* _YOUR INSTRUCTIONS_
The line with "translate:0 -50%; text-align:left", the line with "display:flex; align-items:center; gap:10px;", and all lines between them in the material below: return these exactly, and no others.

* _MATERIAL SHOWN_
+-------+

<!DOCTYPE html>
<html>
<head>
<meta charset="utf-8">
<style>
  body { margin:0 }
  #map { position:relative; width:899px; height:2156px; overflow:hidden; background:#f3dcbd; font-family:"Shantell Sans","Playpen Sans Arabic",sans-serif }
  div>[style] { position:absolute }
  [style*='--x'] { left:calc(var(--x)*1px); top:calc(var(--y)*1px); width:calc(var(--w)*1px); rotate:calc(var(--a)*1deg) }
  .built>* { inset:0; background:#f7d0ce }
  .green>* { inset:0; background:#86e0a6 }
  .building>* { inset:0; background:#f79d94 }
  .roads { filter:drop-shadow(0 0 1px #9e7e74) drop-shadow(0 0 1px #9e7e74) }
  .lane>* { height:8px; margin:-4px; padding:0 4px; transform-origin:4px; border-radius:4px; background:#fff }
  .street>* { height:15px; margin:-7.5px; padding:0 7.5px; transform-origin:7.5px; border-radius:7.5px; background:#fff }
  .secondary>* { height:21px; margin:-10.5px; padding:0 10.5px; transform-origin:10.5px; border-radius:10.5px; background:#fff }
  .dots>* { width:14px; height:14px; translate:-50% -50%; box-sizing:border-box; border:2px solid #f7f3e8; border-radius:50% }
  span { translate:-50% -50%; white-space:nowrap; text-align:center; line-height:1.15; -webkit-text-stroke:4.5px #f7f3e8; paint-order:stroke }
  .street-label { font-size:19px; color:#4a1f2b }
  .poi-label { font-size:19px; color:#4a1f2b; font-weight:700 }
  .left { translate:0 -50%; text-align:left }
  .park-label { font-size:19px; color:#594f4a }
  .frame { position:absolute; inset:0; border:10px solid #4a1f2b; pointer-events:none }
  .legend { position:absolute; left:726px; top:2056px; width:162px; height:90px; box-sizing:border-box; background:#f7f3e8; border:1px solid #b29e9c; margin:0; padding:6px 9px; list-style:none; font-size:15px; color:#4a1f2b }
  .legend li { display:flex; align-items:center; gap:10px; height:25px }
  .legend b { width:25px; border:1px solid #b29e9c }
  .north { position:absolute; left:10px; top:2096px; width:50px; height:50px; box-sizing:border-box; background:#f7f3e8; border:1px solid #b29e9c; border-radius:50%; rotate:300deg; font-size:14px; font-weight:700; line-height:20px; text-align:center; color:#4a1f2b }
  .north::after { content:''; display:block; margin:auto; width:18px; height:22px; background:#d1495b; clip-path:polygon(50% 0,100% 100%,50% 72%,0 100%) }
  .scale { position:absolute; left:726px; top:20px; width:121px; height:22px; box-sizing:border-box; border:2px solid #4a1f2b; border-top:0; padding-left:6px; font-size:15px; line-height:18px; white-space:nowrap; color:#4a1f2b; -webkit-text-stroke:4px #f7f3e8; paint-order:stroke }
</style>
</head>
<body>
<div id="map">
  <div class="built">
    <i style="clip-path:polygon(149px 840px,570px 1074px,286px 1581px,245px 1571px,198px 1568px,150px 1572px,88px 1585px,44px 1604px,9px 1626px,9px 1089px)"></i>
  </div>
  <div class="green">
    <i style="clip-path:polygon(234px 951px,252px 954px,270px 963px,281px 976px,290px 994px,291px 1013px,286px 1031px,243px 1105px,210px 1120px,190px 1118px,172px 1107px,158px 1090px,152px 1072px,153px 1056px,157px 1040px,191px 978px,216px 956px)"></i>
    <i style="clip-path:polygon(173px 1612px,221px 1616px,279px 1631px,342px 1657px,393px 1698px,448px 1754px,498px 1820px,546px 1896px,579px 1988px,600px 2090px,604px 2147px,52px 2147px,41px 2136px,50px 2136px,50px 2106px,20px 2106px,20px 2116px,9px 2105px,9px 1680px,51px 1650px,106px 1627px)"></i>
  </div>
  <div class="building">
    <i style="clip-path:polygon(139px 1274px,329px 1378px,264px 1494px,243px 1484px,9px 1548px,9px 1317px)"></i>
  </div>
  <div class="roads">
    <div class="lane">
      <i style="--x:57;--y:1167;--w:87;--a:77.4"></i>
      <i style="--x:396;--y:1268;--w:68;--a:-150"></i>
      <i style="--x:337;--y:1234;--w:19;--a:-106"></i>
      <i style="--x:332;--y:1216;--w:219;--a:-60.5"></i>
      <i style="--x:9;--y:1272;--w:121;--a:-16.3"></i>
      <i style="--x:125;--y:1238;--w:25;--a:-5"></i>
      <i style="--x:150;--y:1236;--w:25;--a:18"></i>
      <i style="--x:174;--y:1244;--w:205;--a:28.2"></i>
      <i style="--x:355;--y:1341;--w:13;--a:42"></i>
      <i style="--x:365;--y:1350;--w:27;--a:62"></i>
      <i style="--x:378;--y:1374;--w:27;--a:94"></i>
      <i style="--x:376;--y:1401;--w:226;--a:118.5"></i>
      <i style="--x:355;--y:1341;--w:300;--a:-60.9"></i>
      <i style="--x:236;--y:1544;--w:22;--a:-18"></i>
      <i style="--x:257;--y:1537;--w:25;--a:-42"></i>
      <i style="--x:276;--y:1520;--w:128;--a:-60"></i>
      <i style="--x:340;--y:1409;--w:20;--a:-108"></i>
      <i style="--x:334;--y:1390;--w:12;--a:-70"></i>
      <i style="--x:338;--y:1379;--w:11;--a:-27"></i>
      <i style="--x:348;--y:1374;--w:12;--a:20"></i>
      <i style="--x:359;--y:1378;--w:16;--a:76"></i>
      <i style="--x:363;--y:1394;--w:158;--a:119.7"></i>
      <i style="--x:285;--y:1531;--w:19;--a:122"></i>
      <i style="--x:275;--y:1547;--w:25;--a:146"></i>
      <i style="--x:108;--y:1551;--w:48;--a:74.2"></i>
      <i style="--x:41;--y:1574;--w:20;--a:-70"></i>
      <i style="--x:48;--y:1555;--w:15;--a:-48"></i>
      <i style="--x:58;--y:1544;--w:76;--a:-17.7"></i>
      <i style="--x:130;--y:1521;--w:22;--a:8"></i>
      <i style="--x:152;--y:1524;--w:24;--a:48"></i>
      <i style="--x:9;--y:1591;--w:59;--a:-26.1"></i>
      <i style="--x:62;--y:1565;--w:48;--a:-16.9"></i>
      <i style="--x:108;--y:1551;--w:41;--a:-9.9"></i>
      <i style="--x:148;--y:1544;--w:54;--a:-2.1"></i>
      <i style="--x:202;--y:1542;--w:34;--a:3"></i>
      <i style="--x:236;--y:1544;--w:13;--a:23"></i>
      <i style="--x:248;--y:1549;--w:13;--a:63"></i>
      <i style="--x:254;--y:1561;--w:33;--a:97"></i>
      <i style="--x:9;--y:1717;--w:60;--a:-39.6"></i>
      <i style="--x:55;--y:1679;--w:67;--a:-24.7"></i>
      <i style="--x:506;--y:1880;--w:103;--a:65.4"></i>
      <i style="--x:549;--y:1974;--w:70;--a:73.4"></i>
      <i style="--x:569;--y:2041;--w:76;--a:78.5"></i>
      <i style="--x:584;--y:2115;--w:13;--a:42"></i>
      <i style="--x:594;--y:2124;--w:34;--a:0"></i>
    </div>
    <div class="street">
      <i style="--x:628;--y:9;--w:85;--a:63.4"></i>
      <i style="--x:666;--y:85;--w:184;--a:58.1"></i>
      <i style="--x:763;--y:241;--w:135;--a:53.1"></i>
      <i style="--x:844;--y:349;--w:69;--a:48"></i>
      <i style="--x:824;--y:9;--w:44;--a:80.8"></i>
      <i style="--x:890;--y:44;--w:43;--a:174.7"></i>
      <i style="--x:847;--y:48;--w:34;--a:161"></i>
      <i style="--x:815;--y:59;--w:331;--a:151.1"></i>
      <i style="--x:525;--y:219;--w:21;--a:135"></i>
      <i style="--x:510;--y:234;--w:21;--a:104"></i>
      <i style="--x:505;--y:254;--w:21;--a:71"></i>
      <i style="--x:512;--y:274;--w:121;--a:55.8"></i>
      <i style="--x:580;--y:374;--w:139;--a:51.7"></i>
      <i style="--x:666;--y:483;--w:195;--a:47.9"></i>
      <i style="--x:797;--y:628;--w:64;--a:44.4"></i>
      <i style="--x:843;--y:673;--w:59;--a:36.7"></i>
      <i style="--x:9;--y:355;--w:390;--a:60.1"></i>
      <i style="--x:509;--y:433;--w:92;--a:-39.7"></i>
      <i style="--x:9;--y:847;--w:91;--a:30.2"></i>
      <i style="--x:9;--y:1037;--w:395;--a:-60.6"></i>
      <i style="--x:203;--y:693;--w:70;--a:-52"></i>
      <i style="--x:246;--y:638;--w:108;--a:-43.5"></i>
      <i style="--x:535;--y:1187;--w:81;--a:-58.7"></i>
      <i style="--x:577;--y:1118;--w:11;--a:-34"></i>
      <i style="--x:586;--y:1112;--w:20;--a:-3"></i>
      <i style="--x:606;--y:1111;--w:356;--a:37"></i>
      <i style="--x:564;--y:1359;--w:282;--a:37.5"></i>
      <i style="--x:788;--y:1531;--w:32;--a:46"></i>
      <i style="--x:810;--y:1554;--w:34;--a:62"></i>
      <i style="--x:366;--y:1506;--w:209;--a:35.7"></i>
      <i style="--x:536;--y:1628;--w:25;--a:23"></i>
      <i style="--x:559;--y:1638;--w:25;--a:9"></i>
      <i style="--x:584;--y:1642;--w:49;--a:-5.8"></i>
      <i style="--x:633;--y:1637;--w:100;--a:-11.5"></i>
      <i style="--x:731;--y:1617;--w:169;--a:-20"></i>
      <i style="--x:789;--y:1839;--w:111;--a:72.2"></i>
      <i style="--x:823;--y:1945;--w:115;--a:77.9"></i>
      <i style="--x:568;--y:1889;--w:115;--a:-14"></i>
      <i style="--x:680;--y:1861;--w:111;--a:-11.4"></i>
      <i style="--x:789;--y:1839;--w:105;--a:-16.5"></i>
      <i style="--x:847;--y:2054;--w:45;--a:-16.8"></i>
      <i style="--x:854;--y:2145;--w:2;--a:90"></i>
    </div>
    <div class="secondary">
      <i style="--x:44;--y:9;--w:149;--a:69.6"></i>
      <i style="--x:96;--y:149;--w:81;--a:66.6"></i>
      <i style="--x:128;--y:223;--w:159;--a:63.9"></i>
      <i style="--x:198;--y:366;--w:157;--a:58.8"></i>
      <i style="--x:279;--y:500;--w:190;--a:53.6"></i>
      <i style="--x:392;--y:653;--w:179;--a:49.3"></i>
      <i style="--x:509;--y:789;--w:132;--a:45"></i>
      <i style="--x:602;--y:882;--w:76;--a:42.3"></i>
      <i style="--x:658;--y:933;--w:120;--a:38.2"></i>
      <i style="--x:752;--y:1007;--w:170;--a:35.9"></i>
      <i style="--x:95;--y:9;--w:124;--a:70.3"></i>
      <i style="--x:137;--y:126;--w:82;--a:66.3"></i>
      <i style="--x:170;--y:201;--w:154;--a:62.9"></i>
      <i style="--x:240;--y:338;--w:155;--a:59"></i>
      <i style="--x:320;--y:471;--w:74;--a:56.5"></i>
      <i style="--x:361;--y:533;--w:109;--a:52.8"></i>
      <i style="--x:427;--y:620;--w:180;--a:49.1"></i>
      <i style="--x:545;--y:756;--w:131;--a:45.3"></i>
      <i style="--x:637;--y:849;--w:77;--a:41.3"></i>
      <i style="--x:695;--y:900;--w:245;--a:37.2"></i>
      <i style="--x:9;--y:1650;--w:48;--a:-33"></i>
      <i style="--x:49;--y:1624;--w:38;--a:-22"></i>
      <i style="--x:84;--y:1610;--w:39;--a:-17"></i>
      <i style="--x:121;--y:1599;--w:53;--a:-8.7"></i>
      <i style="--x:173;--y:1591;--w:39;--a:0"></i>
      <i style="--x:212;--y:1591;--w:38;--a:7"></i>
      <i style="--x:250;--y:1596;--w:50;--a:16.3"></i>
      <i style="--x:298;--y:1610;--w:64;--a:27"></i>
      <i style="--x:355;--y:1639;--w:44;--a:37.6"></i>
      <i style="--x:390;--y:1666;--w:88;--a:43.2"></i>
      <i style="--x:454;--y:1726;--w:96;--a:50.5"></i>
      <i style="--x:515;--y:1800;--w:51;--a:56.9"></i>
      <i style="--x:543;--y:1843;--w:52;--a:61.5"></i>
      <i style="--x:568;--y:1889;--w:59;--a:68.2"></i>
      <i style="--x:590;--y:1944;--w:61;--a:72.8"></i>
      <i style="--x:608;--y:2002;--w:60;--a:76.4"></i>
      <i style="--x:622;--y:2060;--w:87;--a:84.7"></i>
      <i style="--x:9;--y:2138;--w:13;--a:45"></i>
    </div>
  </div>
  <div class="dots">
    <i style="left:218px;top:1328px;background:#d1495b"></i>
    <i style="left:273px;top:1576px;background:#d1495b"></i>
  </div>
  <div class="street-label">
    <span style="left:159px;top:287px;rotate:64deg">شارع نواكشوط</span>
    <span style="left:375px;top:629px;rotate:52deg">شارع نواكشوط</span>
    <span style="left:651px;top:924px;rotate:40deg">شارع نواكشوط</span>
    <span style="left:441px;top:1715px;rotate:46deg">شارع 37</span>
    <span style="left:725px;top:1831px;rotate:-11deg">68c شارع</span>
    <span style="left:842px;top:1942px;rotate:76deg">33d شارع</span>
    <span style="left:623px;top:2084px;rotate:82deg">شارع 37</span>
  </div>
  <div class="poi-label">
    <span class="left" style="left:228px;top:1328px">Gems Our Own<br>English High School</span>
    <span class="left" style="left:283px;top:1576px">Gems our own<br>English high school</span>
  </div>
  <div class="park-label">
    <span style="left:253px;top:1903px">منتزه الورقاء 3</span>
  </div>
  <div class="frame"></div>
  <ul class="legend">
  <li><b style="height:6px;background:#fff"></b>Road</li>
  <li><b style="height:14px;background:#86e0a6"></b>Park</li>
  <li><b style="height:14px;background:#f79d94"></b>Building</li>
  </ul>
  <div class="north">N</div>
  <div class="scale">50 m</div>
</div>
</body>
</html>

+-------+

* _EXERCISE RESPONSE_
  .left { translate:0 -50%; text-align:left }
  .park-label { font-size:19px; color:#594f4a }
  .frame { position:absolute; inset:0; border:10px solid #4a1f2b; pointer-events:none }
  .legend { position:absolute; left:726px; top:2056px; width:162px; height:90px; box-sizing:border-box; background:#f7f3e8; border:1px solid #b29e9c; margin:0; padding:6px 9px; list-style:none; font-size:15px; color:#4a1f2b }
  .legend li { display:flex; align-items:center; gap:10px; height:25px }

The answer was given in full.